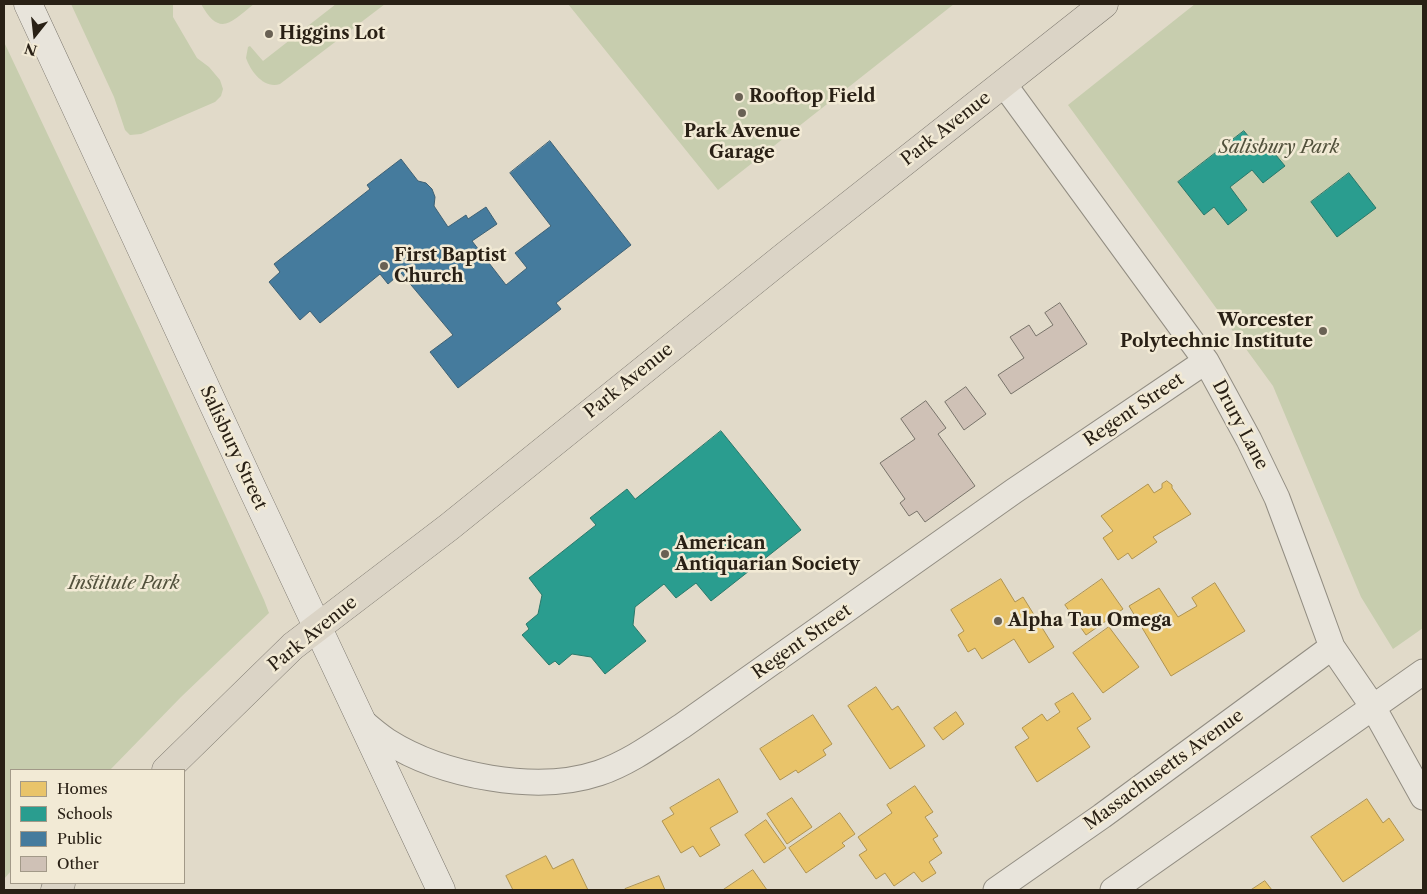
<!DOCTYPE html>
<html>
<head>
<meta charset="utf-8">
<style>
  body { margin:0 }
  #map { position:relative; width:1427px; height:894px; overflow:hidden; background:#e1dac9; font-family:"Libre Caslon Text",serif }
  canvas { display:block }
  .frame { position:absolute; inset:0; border:5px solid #292015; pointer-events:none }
  .legend { position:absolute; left:10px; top:769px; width:175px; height:115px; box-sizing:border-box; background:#f2ead5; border:1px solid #a29988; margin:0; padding:6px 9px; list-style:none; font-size:15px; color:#292015 }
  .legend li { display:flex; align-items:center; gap:10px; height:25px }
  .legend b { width:25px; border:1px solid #a29988 }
  .north { position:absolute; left:10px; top:10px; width:50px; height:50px; -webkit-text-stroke:4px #f2ead5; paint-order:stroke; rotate:196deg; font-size:14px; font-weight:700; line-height:20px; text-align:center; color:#292015 }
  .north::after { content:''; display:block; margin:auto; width:18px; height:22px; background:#292015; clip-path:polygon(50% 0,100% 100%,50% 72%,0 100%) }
</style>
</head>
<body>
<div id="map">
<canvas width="1427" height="894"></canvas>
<div class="frame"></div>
<ul class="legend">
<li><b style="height:14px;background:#e9c46a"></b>Homes</li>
<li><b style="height:14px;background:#2a9d8f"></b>Schools</li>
<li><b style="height:14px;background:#457b9d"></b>Public</li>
<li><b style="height:14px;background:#cfc1b6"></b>Other</li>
</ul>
<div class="north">N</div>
</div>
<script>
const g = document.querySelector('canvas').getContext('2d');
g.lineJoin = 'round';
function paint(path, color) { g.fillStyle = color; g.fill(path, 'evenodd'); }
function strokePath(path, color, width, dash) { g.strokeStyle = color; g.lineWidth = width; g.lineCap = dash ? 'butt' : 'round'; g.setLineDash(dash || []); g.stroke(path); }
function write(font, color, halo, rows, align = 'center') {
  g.font = font + ' "Libre Caslon Text",serif'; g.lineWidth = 5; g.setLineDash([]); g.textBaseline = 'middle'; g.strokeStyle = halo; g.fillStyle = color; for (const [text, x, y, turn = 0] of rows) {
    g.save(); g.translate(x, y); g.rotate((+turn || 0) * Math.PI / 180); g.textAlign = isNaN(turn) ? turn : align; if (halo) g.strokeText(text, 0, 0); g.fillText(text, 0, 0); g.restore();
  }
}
paint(new Path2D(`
  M71 4H173V17L197 58 209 67 220 80 223 89 221 96 215 102 141 134 130 135 125 130 114 97Z
  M201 4H254C231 22 220 38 201 4Z
  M336 4H385L280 84C264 89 251 72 246 58L248 47 250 46 263 61Z
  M568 4H954L718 190Z
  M1195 4H1423V628L1393 649 1361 597 1273 386 1068 105Z
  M4 42 141 332 264 600 269 613 181 697 110 770H11V871L4 879Z`), '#c7cdae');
const homes = new Path2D(`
  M1167 481 1172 485V488L1191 514 1153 537 1157 542 1132 559 1128 553 1118 560 1103 538 1113 531 1101 516 1148 484 1154 493 1162 488V484Z
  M1001 579 1015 602 1023 597 1054 647 1029 663 1014 639 982 659 975 648 968 652 958 635 964 631 951 610Z
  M1102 579 1123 609 1086 635 1065 605Z
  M1215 583 1245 631 1171 676 1129 606 1159 588 1178 617 1197 606 1192 598Z
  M1109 627 1139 667 1103 693 1073 653Z
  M876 687 892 710 898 706 925 746 890 769 848 706Z
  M1073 693 1091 719 1077 728 1090 747 1037 782 1015 747 1029 738 1022 728 1042 714 1047 721 1060 712 1055 704Z
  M956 712 964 724 943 740 934 728Z
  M813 715 832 744 823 750 826 755 798 773 796 770 780 780 760 749Z
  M719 779 738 812 710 828 720 845 700 857 693 846 681 853 662 821 674 814 670 808Z
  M915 786 933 812 925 817 938 836 933 839 942 853 929 862 936 873 922 882 914 872 894 886 885 873 876 879 859 855 867 850 858 837 892 813 887 805Z
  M792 798 812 827 787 844 767 814Z
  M1367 799 1383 823 1389 818 1404 840 1343 882 1311 837Z
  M840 813 855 834 842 843 845 846 806 873 789 848Z
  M766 820 786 848 764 863 745 835Z
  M546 856 553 869 573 859 588 890H513L506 876Z
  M753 870 767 890H723Z
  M659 876 665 890H625V889Z
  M1265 881 1272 890H1251Z`);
paint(homes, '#e9c46a');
strokePath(homes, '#af9350', 1);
const schools = new Path2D(`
  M1244 131 1259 149 1266 143 1285 166 1263 183 1252 170 1230 187 1247 210 1228 225 1214 207 1204 215 1178 182Z
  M1349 173 1376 208 1337 237 1311 202Z
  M721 431 801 530 711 601 696 583 676 598 664 584 635 607 633 625 646 641 605 674 591 657 572 654 559 665 555 661 549 665 522 635 529 629 526 624 538 614 542 595 529 578 596 525 590 518 627 489 635 499Z`);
paint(schools, '#2a9d8f');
strokePath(schools, '#2a786a', 1);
const public = new Path2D(`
  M550 141 631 245 556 303 561 309 458 388 430 352 453 335 401 273 388 284 380 274 320 323 310 311 300 320 269 282 280 272 274 264 370 189 367 185 401 159 418 181 426 183 432 189 435 197 434 206 448 227 466 215 468 219 486 207 497 224 472 241 506 285 527 268 515 253 551 226 510 173Z`);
paint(public, '#457b9d');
strokePath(public, '#3d6074', 1);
const building = new Path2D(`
  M1060 303 1087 344 1011 394 998 375 1024 358 1010 337 1029 325 1036 336 1053 325 1045 313Z
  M966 387 986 414 964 430 945 402Z
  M926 401 946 428 938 434 975 486 925 522 917 511 909 516 900 503 905 499 880 463 915 439 901 419Z`);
paint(building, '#cfc1b6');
strokePath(building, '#78736a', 1);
const minor = new Path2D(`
  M1003 83 1206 361 1249 440 1277 498 1308 581 1332 647 1373 707 1423 797
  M363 722C371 729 378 735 387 741 442 776 537 794 599 773 629 763 656 743 682 726L1014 491 1206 361
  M996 890 1102 816 1332 647
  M1113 890 1423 672`);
const secondary = new Path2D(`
  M28 4C104 165 177 328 253 490 315 624 379 757 441 890`);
const primary = new Path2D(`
  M166 770 293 646 449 527 785 256 1104 4
  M55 890 61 883`);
strokePath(minor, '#928d82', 27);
strokePath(secondary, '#78736a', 29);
strokePath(primary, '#78736a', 29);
strokePath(minor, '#e8e4db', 25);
strokePath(secondary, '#e8e4db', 28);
strokePath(primary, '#dbd4c6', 28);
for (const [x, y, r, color] of [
  [269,34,5,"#696154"],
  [739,97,5,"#696154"],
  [742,113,5,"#696154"],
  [384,266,5,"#696154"],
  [1323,331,5,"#696154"],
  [665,554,5,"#696154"],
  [998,621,5,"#696154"]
]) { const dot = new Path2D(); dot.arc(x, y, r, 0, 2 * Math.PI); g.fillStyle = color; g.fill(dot); strokePath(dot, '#f2ead5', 2); }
write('bold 18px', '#292015', '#f2ead5', [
  ["Higgins Lot",279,34],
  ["Rooftop Field",749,97],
  ["Park Avenue",742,132,"center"],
  ["Garage",742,153,"center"],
  ["First Baptist",394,256],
  ["Church",394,277],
  ["Worcester",1313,321,"right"],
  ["Polytechnic Institute",1313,342,"right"],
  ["American",675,544],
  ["Antiquarian Society",675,565],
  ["Alpha Tau Omega",1008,621]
], 'left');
write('18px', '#292015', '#f2ead5', [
  ["Park Avenue",946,129,-38],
  ["Park Avenue",629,381,-39],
  ["Regent Street",1134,410,-34],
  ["Drury Lane",1240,425,62],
  ["Salisbury Street",233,448,65],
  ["Park Avenue",313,634,-39],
  ["Regent Street",802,642,-35],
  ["Massachusetts Avenue",1164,770,-36]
]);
write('italic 18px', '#52513c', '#f2ead5', [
  ["Salisbury Park",1279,148],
  ["Institute Park",124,584]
]);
</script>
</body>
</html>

__What needs to be done__. Scan the entries above for the line containing "function paint(path, color)", and copy it and all lines after it exactly, down to and including the line containing "function write(font, color, halo, rows, align".

__Solution for this exercise__.
function paint(path, color) { g.fillStyle = color; g.fill(path, 'evenodd'); }
function strokePath(path, color, width, dash) { g.strokeStyle = color; g.lineWidth = width; g.lineCap = dash ? 'butt' : 'round'; g.setLineDash(dash || []); g.stroke(path); }
function write(font, color, halo, rows, align = 'center') {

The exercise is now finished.